Schooling up the kids…

Two different takes in two different ends of the same rock.

In Estonia, the Riigikaitseõpetuse (National Defense Education) program is aimed at teens. Organized into 70 hours of formal instruction, half are delivered online via remote education, then capped by an intense three-day field camp. Besides military history, drill, and courtesy, it also spends nine hours covering land navigation, 14 hours in basic weapons training, 14 hours in first aid, and 10 hours in CBW/NBC along with civil defense tasks such as basic firefighting and search and rescue.

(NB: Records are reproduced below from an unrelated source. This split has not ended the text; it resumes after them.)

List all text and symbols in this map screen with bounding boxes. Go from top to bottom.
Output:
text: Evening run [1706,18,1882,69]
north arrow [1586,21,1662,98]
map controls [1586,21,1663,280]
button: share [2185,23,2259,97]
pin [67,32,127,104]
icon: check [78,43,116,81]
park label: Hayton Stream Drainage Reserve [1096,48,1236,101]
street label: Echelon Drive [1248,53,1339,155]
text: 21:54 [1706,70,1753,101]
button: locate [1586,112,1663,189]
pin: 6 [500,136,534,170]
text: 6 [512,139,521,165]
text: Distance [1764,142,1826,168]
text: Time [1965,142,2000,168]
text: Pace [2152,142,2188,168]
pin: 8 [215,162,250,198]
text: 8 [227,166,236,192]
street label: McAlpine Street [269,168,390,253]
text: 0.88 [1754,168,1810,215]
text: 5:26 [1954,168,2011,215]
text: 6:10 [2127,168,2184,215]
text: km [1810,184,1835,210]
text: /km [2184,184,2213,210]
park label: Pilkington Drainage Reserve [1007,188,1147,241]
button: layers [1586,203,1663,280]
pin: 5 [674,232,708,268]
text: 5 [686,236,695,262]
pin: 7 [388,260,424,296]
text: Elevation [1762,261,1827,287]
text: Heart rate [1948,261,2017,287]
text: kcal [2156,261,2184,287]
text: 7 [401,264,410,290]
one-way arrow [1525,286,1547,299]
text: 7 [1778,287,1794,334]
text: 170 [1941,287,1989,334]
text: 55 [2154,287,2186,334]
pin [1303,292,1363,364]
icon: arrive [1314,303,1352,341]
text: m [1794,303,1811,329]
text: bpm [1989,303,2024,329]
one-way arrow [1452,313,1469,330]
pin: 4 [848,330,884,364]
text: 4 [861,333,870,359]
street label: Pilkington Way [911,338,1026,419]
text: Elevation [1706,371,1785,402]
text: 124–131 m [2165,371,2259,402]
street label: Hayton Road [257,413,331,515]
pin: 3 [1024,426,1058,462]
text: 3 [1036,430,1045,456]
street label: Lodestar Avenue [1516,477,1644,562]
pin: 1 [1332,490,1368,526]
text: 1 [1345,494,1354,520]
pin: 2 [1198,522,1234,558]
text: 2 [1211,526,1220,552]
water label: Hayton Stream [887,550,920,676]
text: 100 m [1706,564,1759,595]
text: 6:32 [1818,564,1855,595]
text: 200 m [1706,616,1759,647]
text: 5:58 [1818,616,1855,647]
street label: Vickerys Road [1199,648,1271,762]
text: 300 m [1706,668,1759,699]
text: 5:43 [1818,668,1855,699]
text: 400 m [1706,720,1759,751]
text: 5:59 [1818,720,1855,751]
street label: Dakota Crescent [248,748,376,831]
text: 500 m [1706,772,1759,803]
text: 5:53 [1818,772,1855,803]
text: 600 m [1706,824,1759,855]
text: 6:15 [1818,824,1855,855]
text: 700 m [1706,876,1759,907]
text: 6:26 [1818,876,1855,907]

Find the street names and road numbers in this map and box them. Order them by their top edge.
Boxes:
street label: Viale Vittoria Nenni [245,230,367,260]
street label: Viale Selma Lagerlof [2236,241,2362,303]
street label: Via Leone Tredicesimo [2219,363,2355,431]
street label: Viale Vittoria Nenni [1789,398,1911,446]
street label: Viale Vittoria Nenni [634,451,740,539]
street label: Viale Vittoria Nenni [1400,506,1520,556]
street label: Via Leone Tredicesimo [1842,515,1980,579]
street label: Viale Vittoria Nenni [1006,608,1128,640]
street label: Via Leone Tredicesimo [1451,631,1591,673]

It was first established in 2015 and, while no substitute for some serious BMT, is better than nothing and courses like this can serve as a spark to encourage seeking additional training. It would be nice if something like this was offered wholesale here, in addition to current programs like JROTC, Sea Scouts, etc. 

Attendance is voluntary and unpaid, and those who graduate from the course receive the Riigikaitseõpetuse rinnamärk or National Defense Education badge, with lapel wear encouraged

A camp, one of many across the country, was held last week for 377 students from 12 schools.

Meanwhile, on the other side of the globe…

Philippine lawmakers are considering making introductory military training mandatory for all college and university students, via four semesters of ROTC and an inactive reserve commitment to serve as O1s should things go south.